- **YOUR INSTRUCTIONS**
In the material below, find each line holding the string "small" and copy it.

== RECORDS SUPPLIED

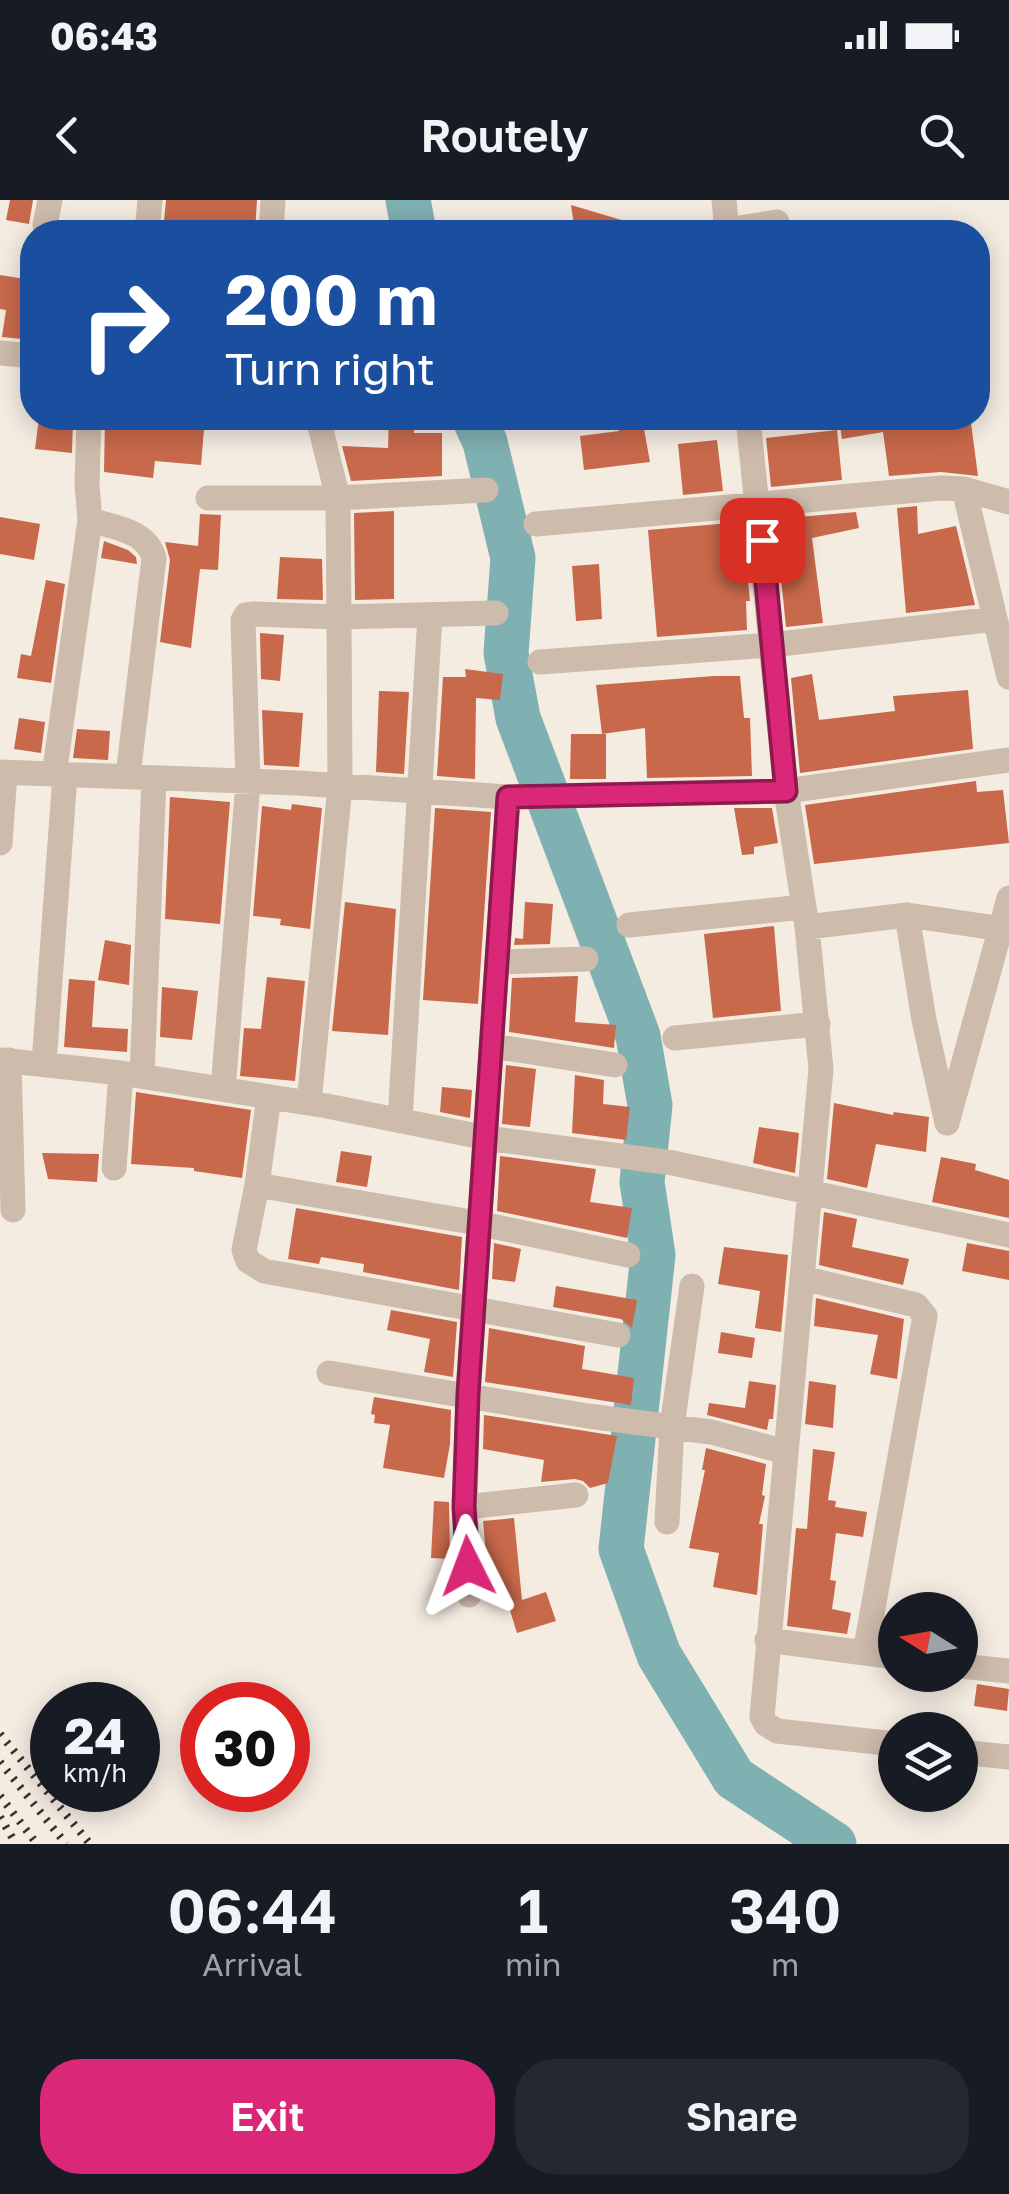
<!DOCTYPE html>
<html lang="en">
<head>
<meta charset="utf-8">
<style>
  body { margin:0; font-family:"Golos Text",sans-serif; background:#242831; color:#f1f3f6; height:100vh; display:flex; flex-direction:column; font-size:38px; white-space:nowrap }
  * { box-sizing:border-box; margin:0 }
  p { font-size:32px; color:#9ea1a6 }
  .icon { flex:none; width:55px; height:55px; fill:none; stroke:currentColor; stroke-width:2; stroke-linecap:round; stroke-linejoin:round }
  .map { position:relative; height:1644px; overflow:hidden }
  .details { display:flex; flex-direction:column; background:#171b24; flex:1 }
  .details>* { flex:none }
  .hud { position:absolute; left:20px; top:20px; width:970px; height:210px; border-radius:40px; box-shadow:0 5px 25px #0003; background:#1a4fa0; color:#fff; overflow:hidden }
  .needle { width:65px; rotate:281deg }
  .tools { position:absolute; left:878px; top:1392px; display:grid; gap:20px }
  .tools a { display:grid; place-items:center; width:100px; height:100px; border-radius:50%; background:#171b24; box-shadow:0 5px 25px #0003; font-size:50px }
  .speed { position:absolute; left:30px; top:1482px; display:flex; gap:20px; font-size:50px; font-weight:700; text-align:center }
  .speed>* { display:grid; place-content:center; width:130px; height:130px; border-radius:50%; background:#171b24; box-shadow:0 5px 25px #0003; line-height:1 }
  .speed small { font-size:25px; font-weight:400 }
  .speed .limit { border:15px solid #d22; background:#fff; color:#111 }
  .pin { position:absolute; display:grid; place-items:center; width:85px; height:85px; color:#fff; margin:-42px; border-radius:20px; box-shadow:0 5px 15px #0006 }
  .me { position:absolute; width:110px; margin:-55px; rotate:357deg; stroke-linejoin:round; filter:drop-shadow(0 0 8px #0008) }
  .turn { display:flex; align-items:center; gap:35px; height:210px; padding:0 40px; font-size:45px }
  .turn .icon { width:130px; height:130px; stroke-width:2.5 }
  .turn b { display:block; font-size:70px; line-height:85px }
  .eta { display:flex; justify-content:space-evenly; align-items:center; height:170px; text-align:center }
  .eta b { font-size:60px; font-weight:600; line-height:70px }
  .primary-button { display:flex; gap:20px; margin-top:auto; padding:20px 40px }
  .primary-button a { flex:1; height:115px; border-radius:40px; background:#db2777; color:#fff; font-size:40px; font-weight:600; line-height:115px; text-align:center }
  .primary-button a+a { background:#242831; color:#f1f3f6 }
  .status { display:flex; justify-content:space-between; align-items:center; height:70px; padding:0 50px; background:#171b24; direction:ltr }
  .status svg { height:28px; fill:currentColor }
  header { display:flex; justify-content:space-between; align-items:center; height:130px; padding:0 40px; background:#171b24; font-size:45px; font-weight:600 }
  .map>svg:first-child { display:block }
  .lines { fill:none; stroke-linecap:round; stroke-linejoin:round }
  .river { stroke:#7fb0b2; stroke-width:45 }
  .building { fill:#c8694b }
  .minor { stroke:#cdbbac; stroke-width:25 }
  .rail { stroke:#3b302b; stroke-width:8; stroke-dasharray:2.5 8; stroke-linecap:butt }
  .route-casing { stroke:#8e194d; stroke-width:25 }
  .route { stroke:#db2777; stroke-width:18 }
</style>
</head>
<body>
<div class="status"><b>06:43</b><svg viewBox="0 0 49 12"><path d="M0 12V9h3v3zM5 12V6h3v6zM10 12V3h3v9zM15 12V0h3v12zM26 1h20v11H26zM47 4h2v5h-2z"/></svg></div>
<header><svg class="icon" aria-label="back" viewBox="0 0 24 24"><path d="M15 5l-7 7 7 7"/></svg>Routely<svg class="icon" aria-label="search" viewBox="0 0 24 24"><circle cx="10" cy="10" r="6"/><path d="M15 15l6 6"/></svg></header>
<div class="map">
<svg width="1009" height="1644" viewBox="0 0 1009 1644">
  <rect width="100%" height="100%" fill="#f4ebe1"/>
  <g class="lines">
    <!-- river -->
    <path class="river" d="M 408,0 L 414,32
      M 474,218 L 485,242 L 513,358 L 506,453 L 518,518 L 638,836 L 650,905 L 642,982 L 653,1055 L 621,1349 L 659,1455 L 734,1578 L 834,1644"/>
  </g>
  <!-- building -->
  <path class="building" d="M 10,0 L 33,0 L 29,24 L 6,20 Z
    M 166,0 L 257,0 L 255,32 L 163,32 Z
    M 571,5 L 645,27 L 644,32 L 575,32 Z
    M 0,75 L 32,80 L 32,140 L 2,137 L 6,110 L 0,109 Z
    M 39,218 L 73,218 L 72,253 L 35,249 Z
    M 105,218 L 205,218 L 201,265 L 155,261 L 153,278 L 104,272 Z
    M 389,218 L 414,218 L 414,233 L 442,233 L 442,276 L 351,281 L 342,246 L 388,248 Z
    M 616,218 L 642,218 L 650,262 L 584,270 L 580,236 L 619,231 Z
    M 839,218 L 903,218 L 904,225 L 925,223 L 925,227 L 971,223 L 978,276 L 941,272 L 889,276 L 883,232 L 842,239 Z
    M 837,230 L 842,280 L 771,287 L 766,238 Z
    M 717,240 L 723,291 L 683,295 L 678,244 Z
    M 917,306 L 918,334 L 956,326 L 975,405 L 906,413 L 897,308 Z
    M 394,311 L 394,399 L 355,400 L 354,313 Z
    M 856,312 L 859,328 L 812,338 L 823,423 L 786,427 L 775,319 Z
    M 200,314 L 221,315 L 218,370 L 200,369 L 191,448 L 160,442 L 170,360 L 165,342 L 198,346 Z
    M 0,317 L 40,324 L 34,360 L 0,354 Z
    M 742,322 L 750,401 L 746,401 L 747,430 L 657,437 L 648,330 Z
    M 104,341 L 128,350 L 136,357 L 137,364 L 101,358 Z
    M 280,357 L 322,359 L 323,400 L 277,399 Z
    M 599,364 L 602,419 L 576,421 L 572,366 Z
    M 46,380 L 65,384 L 51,483 L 17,478 L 21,454 L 31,456 Z
    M 260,433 L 284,435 L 280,481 L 261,479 Z
    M 465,469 L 503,474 L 500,500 L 476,498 L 475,579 L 437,576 L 443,477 L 466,477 Z
    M 812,474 L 819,520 L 895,511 L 893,496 L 968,490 L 973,549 L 800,573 L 791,478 Z
    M 714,476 L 740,476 L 744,518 L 750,518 L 752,576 L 647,578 L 645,528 L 602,534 L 596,485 Z
    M 379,491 L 409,492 L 404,574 L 376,572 Z
    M 262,510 L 303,513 L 299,567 L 264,565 Z
    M 19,518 L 45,522 L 41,553 L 14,549 Z
    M 77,529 L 110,531 L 108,560 L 73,558 Z
    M 571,534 L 606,534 L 606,579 L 570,579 Z
    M 976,581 L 977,592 L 1003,590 L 1009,643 L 814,664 L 805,605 Z
    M 170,597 L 230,602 L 220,724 L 165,719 Z
    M 292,604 L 322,608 L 310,729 L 280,725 L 281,719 L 253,716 L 262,606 L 291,610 Z
    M 435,608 L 491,612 L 478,804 L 423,800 Z
    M 734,608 L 772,608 L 778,643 L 754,647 L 754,654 L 742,655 Z
    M 345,702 L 396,709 L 388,835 L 332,831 Z
    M 525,702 L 553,704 L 550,744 L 514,745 L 515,738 L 523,739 Z
    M 774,726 L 781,811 L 713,818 L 704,734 Z
    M 105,740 L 131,745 L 129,785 L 98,780 Z
    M 578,776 L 575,822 L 616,825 L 614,848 L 509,832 L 512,778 Z
    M 267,777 L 305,781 L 295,881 L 240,876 L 244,828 L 261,829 Z
    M 69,779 L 95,781 L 92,827 L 128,829 L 127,852 L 64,847 Z
    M 162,787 L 198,791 L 192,840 L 160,837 Z
    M 506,865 L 536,869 L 530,927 L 502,924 Z
    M 575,875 L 604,880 L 603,904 L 630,907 L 626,940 L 572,933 Z
    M 442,887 L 472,890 L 470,918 L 440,912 Z
    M 136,892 L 251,910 L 242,978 L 194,971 L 194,968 L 131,964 Z
    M 834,903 L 893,915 L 894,912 L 929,917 L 926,952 L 876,944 L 867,988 L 827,979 Z
    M 759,927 L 799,933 L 795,973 L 753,963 Z
    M 341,951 L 372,956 L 367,987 L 336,982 Z
    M 42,953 L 99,954 L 97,982 L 48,979 Z
    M 500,956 L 596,969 L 590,1002 L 632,1008 L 627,1038 L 497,1011 Z
    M 941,957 L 976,964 L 975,970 L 1009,980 L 1009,1018 L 932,1002 Z
    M 296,1008 L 462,1037 L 459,1090 L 363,1072 L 364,1064 L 321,1057 L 319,1064 L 288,1059 Z
    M 824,1012 L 857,1019 L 852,1047 L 909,1059 L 903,1085 L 819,1065 Z
    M 494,1043 L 521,1049 L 515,1082 L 492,1079 Z
    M 967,1043 L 1009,1051 L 1009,1080 L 962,1071 Z
    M 724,1047 L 788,1055 L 781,1132 L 755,1128 L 760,1091 L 718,1084 Z
    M 556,1086 L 637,1100 L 632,1128 L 621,1119 L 553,1107 Z
    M 816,1098 L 904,1119 L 897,1179 L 870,1174 L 878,1135 L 814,1126 Z
    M 391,1110 L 457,1122 L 453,1177 L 424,1172 L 430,1139 L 387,1130 Z
    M 489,1128 L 585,1146 L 582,1169 L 634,1178 L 631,1205 L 485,1182 Z
    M 721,1132 L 755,1138 L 752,1158 L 718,1153 Z
    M 749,1181 L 776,1185 L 773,1219 L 769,1219 L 767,1230 L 707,1215 L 709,1203 L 745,1208 Z
    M 809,1181 L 836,1185 L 833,1228 L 805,1224 Z
    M 374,1197 L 451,1210 L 450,1244 L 444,1278 L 383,1268 L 390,1225 L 374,1223 L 375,1215 L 371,1214 Z
    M 484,1215 L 617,1236 L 608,1283 L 590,1288 L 583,1281 L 575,1279 L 541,1282 L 544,1260 L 483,1249 Z
    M 706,1248 L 766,1264 L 762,1295 L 765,1296 L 759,1324 L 763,1324 L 757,1395 L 713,1387 L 719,1353 L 689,1348 L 705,1270 L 702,1270 Z
    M 813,1249 L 835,1252 L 828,1300 L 836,1301 L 835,1307 L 867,1312 L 863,1337 L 836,1333 L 830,1380 L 836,1381 L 832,1409 L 851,1413 L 847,1434 L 787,1426 L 796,1328 L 807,1329 Z
    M 434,1301 L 449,1302 L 450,1359 L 431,1358 Z
    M 514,1318 L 522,1400 L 546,1392 L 556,1421 L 517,1433 L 499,1375 L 488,1376 L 483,1321 Z
    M 977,1484 L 1009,1489 L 1007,1511 L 974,1506 Z"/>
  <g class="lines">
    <!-- minor -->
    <path class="minor" d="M 724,0 L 727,32
      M 45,25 L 50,0
      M 147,32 L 150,0
      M 271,32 L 273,0
      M 714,32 L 777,22
      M 0,153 L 32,156
      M 318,218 L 338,298 L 339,417 L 496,413
      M 748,218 L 786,591 L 807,727 L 821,869 L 762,1517 L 766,1524 L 777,1531 L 895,1544
      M 964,289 L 1009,302
      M 208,298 L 338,298 L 486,290
      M 90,320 C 115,328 146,330 154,358 L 128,576
      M 536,324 L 941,288 L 964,289 L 1009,477
      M 540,462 L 771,445 L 995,419
      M 0,572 L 298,583 L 508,597
      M 54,575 L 90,320 L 87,285 L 89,218
      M 0,643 L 5,573
      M 907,715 L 924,820 L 947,923
      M 629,725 L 803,707
      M 807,727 L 907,715 L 1009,730
      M 498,762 L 586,759
      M 675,838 L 818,824
      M 493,846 L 615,865
      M 0,860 L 121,873 L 327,906 L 487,938 L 673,963 L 1009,1035
      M 9,860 L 13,1010
      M 44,863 L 65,575
      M 142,876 L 154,579
      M 223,889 L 248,583 L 243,420 L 246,415 L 254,414 L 339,417 L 340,586 L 309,903
      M 269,897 L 257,985 L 244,1050 L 248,1061 L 264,1071 L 618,1135
      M 400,921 L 430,416
      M 947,923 L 1009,698
      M 114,968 L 121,873
      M 257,985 L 477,1023 L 628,1055
      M 802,1078 L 916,1105 L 925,1116 L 865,1453
      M 329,1173 L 588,1216 L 711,1232 L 786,1252
      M 465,1307 L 576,1295
      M 667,1322 L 672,1226 L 692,1086
      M 469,1395 L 465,1307 L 468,1194 L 508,597 L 786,591 L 1009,560
      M 767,1440 L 895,1457
      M 960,1466 L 1009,1471
      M 960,1552 L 1009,1557"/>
    <!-- rail -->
    <path class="rail" d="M 0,1534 L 90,1644
      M 0,1562 L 66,1644
      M 0,1596 L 37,1644
      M 0,1617 L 16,1644"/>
  </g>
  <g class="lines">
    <defs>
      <path id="route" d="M 468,1366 L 464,1307 L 468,1194 L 508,597 L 786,591 L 762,340"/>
    </defs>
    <!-- route casing -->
    <use href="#route" class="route-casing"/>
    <!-- route -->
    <use href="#route" class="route"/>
  </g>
</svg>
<div class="tools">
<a><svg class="needle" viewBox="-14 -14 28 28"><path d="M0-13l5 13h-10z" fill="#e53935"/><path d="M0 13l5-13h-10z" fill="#9ea1a6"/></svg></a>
<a><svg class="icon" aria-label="layers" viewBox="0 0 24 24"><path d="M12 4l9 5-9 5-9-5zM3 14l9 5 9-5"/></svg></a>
</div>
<div class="speed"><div>24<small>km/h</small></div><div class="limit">30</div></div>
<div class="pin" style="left:762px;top:340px;background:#d93025"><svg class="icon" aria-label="arrive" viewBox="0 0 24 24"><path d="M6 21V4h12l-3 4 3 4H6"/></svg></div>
<svg class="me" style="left:468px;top:1366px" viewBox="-20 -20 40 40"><path d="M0-17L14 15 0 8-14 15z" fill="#db2777" stroke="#fff" stroke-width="4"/></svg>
<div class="hud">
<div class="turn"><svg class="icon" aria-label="right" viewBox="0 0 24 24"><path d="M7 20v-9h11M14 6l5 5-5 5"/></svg><div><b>200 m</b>Turn right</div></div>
</div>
</div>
<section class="details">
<div class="eta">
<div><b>06:44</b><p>Arrival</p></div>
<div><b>1</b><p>min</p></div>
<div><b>340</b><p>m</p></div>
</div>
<div class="primary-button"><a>Exit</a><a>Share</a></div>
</section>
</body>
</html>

====

- **REPLY TO THE EXERCISE**
  .speed small { font-size:25px; font-weight:400 }
<div class="speed"><div>24<small>km/h</small></div><div class="limit">30</div></div>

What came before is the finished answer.